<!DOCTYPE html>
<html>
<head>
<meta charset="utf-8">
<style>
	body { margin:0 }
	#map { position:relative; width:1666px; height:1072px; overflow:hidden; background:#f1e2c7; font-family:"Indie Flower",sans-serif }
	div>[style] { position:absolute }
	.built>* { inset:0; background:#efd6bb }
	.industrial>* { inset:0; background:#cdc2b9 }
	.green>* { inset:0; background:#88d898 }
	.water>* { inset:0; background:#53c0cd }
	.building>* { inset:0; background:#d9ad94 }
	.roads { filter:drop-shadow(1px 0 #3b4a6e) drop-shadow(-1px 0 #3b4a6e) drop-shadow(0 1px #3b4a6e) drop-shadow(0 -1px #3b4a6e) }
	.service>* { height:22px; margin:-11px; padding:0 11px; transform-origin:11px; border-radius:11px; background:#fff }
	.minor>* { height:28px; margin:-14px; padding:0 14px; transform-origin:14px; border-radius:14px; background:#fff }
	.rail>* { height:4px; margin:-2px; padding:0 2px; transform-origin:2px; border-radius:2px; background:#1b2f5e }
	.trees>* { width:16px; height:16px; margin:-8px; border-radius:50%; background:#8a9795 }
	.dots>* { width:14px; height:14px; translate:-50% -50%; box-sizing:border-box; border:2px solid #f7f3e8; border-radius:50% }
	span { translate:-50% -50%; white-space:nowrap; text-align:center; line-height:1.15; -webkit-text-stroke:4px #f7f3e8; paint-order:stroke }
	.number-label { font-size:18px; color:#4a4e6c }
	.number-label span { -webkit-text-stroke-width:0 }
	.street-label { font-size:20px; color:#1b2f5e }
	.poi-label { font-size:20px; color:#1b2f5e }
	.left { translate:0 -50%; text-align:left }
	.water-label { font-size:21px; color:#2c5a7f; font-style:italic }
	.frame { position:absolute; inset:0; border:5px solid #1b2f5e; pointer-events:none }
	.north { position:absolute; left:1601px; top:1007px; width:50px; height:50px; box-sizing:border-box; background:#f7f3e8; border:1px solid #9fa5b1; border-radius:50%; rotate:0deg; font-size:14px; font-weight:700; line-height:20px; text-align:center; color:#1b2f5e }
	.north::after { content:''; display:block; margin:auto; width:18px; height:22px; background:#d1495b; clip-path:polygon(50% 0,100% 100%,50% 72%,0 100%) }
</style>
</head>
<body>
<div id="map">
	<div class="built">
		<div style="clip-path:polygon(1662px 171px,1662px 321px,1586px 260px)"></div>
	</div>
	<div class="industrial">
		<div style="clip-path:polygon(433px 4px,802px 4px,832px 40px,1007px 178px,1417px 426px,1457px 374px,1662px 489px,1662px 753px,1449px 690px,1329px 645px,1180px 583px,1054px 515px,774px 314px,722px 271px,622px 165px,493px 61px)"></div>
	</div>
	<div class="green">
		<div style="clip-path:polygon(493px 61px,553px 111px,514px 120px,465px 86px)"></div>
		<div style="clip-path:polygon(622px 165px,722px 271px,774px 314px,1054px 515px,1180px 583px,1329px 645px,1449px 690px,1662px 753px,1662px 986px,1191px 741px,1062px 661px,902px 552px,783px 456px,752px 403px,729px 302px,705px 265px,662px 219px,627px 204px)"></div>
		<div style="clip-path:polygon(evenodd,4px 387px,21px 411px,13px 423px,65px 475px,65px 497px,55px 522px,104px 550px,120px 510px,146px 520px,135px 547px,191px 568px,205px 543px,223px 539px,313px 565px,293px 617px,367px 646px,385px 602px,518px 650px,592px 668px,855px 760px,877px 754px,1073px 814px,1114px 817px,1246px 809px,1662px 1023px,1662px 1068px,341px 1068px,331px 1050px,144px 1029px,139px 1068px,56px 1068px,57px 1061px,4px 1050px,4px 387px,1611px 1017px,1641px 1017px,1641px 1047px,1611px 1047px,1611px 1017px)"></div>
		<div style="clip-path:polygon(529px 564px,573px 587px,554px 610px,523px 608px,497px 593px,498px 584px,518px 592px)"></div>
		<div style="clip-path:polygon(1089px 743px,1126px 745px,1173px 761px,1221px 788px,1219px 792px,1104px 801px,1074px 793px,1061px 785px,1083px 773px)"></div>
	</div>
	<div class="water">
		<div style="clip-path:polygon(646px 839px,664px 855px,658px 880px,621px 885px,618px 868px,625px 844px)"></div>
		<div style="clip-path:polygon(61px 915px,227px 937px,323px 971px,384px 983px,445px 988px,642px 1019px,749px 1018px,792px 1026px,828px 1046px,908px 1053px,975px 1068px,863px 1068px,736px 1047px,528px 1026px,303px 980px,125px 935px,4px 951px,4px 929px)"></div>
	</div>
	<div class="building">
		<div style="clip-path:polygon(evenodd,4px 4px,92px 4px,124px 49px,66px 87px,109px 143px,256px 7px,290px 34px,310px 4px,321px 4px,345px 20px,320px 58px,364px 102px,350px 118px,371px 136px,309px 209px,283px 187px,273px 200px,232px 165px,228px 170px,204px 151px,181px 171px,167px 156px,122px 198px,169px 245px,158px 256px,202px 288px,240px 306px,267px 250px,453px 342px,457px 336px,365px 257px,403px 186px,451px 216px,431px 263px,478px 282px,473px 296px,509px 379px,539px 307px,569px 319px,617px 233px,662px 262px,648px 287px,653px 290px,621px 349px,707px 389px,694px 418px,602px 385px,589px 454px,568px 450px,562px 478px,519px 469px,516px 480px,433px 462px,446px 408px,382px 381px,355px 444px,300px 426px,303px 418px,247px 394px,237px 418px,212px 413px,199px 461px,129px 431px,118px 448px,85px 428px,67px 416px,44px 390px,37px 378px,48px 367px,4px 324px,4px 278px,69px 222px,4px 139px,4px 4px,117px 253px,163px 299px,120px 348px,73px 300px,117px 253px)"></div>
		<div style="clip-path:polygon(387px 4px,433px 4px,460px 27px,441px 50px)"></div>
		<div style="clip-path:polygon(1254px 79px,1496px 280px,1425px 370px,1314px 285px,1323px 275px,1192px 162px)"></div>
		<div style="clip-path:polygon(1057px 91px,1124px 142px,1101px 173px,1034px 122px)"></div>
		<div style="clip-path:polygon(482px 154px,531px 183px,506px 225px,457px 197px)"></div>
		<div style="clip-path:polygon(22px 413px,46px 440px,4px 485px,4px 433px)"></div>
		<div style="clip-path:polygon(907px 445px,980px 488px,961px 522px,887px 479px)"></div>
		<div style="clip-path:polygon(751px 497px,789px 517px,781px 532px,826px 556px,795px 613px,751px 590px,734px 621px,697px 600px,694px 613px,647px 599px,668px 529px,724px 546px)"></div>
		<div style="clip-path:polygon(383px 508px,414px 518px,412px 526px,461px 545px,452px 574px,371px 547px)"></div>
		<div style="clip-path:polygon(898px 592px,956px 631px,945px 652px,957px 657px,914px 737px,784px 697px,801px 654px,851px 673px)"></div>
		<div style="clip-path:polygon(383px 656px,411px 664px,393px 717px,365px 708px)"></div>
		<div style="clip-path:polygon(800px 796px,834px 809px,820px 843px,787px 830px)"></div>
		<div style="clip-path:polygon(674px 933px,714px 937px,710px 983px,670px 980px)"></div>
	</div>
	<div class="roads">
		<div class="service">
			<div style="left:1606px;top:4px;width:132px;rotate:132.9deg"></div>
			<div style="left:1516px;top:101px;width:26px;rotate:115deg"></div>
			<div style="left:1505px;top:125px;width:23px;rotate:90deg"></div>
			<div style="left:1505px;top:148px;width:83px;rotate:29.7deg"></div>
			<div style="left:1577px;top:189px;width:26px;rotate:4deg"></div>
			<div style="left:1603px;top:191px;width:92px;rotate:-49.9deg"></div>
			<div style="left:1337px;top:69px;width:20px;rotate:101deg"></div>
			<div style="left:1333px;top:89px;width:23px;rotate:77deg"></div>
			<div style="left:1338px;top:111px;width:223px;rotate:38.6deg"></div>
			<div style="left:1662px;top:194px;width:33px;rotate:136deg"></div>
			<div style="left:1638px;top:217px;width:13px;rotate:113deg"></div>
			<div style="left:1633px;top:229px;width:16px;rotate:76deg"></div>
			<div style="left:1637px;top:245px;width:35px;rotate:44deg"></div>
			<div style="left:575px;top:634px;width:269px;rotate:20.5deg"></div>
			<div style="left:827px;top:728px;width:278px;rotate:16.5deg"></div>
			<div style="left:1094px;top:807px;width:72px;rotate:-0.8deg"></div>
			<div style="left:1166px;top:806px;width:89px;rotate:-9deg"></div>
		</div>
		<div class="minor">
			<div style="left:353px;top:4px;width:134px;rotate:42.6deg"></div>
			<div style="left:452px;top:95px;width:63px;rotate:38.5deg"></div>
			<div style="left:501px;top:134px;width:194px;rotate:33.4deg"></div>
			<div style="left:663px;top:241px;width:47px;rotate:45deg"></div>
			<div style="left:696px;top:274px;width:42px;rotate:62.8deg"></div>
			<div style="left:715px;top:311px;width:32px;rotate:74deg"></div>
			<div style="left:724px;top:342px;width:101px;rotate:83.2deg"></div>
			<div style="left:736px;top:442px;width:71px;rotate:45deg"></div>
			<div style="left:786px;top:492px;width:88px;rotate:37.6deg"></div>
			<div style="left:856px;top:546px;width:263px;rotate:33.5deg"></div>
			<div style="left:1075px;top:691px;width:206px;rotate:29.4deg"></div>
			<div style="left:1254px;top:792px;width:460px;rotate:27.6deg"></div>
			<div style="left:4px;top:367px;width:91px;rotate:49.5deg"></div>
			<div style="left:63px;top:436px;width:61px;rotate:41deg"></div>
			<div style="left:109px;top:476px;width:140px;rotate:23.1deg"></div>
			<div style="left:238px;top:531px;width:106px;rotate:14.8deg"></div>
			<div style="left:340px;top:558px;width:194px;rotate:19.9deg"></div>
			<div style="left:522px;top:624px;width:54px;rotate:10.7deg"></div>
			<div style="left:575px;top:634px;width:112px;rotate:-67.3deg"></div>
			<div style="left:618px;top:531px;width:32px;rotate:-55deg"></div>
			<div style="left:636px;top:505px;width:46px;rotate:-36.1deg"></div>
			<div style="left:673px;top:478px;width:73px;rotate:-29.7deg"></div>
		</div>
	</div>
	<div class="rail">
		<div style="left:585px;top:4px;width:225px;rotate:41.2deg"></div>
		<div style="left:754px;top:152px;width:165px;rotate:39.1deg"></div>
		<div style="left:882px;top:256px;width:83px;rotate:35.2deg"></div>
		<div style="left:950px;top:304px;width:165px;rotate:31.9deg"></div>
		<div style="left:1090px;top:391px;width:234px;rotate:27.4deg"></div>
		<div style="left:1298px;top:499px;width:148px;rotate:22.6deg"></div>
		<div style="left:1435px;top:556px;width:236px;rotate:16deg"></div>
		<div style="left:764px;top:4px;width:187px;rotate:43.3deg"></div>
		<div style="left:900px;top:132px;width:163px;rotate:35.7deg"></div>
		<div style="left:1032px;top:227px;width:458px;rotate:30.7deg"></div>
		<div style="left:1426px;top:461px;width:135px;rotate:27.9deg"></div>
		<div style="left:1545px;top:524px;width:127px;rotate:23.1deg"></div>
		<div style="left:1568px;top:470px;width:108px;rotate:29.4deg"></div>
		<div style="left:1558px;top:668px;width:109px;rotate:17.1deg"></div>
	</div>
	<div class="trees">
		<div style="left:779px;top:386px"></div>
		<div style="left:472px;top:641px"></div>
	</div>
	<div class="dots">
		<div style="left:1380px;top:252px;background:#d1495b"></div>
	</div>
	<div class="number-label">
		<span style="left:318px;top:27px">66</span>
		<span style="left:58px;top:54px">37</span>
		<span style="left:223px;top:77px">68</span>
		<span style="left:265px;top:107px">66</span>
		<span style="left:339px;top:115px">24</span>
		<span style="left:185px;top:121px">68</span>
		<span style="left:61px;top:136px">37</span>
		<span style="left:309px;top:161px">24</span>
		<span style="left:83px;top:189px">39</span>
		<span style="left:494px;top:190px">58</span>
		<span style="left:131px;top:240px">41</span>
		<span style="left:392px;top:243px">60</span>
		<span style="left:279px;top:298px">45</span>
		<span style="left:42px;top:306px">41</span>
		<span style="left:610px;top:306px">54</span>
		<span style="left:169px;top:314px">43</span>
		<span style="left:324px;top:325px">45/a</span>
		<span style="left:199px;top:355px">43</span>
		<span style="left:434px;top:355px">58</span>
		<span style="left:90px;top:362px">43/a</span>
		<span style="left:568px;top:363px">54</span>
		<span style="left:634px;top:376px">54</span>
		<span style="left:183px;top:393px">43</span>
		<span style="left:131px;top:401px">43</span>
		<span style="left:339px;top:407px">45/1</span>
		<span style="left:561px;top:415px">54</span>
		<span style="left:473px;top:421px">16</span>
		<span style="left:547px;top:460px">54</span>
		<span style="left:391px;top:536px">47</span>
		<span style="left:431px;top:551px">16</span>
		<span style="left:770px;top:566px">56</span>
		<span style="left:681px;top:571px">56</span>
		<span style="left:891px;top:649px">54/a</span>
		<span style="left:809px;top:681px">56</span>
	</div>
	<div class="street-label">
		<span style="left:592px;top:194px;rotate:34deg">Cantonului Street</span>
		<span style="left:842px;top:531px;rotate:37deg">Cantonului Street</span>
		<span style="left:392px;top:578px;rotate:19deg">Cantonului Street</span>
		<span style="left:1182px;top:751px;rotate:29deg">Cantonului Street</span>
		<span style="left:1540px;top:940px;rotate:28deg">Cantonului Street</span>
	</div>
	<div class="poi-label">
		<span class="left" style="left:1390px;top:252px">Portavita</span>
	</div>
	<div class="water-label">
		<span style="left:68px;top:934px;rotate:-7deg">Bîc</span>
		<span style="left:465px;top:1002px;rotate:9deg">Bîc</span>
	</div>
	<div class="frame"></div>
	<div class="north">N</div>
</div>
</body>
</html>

○ ○ ○ ○ ○

Your instructions | Report how many lines of the entries include the word "stroke", and let the number stand alone.

Exercise result | 2